- [Assignment]: The result should be a word-for-word retyping of the entries below, free of pictures.

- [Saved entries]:

____________________

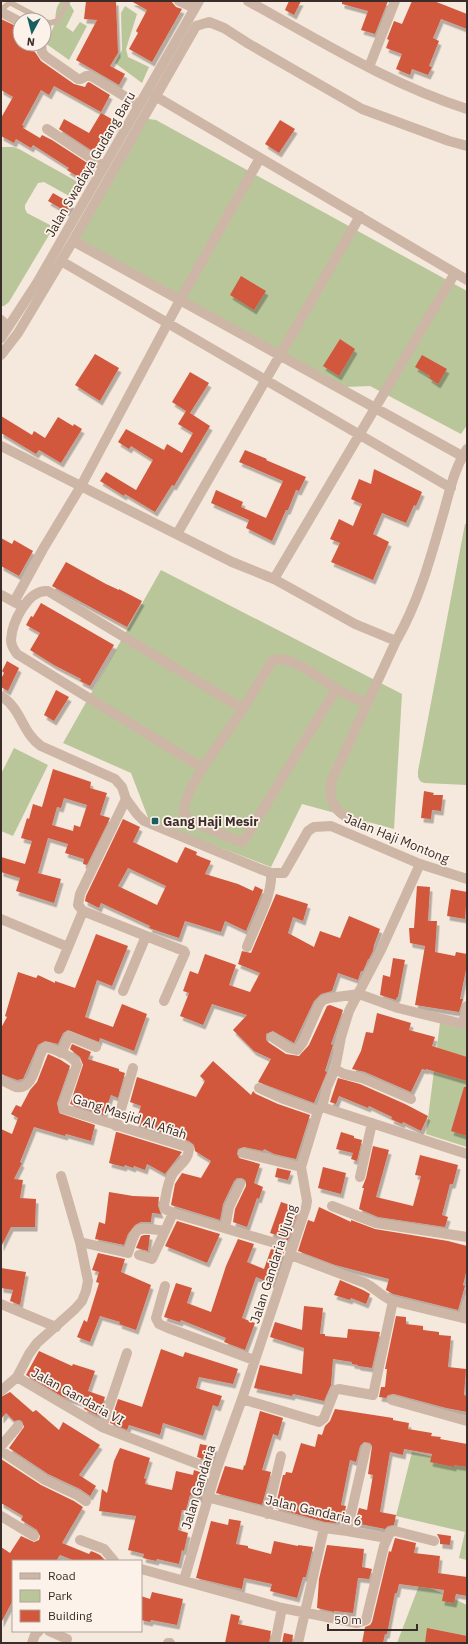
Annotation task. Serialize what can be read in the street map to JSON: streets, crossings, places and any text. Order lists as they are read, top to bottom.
{
  "streets": {
    "street": [
      "Jalan Swadaya Gudang Baru",
      "Jalan Haji Montong",
      "Gang Masjid Al Afiah",
      "Jalan Gandaria Ujung",
      "Jalan Gandaria VI",
      "Jalan Gandaria",
      "Jalan Gandaria 6"
    ]
  },
  "crossings": [
    ["Jalan Haji Montong", "Jalan Gandaria Ujung"],
    ["Jalan Gandaria Ujung", "Jalan Gandaria"],
    ["Jalan Gandaria VI", "Jalan Gandaria"],
    ["Jalan Gandaria", "Jalan Gandaria 6"]
  ],
  "places": {
    "transit": ["Gang Haji Mesir"]
  },
  "legend": ["Road", "Park", "Building"],
  "scale_bar": "50 m",
  "north": "bottom"
}
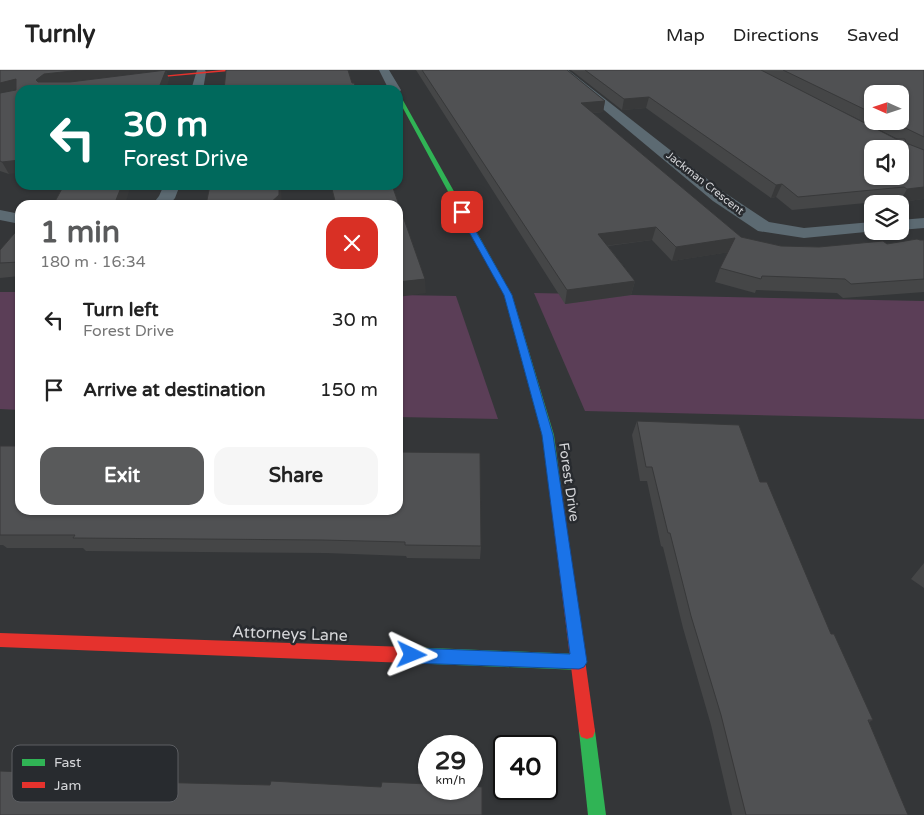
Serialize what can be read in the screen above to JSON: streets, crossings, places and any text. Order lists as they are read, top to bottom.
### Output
{
  "streets": {
    "street": ["Jackman Crescent", "Forest Drive", "Attorneys Lane"]
  },
  "crossings": [
    ["Forest Drive", "Attorneys Lane"]
  ],
  "legend": ["Fast", "Jam"],
  "north": "left",
  "page": {
    "header": "Turnly",
    "nav": ["Map", "Directions", "Saved"],
    "turn": ["30 m", "Forest Drive"],
    "heading": ["1 min", "180 m · 16:34"],
    "list": [
      {
        "name": "Turn left",
        "note": "Forest Drive",
        "value": "30 m"
      },
      {
        "name": "Arrive at destination",
        "value": "150 m"
      }
    ],
    "buttons": ["Exit", "Share"],
    "speed": "29 km/h",
    "limit": "40"
  }
}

____________________

- [Written response]:
Annotation task. Serialize what can be read in the street map to JSON: streets, crossings, places and any text. Order lists as they are read, top to bottom.
{
  "streets": {
    "street": [
      "Jalan Swadaya Gudang Baru",
      "Jalan Haji Montong",
      "Gang Masjid Al Afiah",
      "Jalan Gandaria Ujung",
      "Jalan Gandaria VI",
      "Jalan Gandaria",
      "Jalan Gandaria 6"
    ]
  },
  "crossings": [
    ["Jalan Haji Montong", "Jalan Gandaria Ujung"],
    ["Jalan Gandaria Ujung", "Jalan Gandaria"],
    ["Jalan Gandaria VI", "Jalan Gandaria"],
    ["Jalan Gandaria", "Jalan Gandaria 6"]
  ],
  "places": {
    "transit": ["Gang Haji Mesir"]
  },
  "legend": ["Road", "Park", "Building"],
  "scale_bar": "50 m",
  "north": "bottom"
}
Serialize what can be read in the screen above to JSON: streets, crossings, places and any text. Order lists as they are read, top to bottom.
### Output
{
  "streets": {
    "street": ["Jackman Crescent", "Forest Drive", "Attorneys Lane"]
  },
  "crossings": [
    ["Forest Drive", "Attorneys Lane"]
  ],
  "legend": ["Fast", "Jam"],
  "north": "left",
  "page": {
    "header": "Turnly",
    "nav": ["Map", "Directions", "Saved"],
    "turn": ["30 m", "Forest Drive"],
    "heading": ["1 min", "180 m · 16:34"],
    "list": [
      {
        "name": "Turn left",
        "note": "Forest Drive",
        "value": "30 m"
      },
      {
        "name": "Arrive at destination",
        "value": "150 m"
      }
    ],
    "buttons": ["Exit", "Share"],
    "speed": "29 km/h",
    "limit": "40"
  }
}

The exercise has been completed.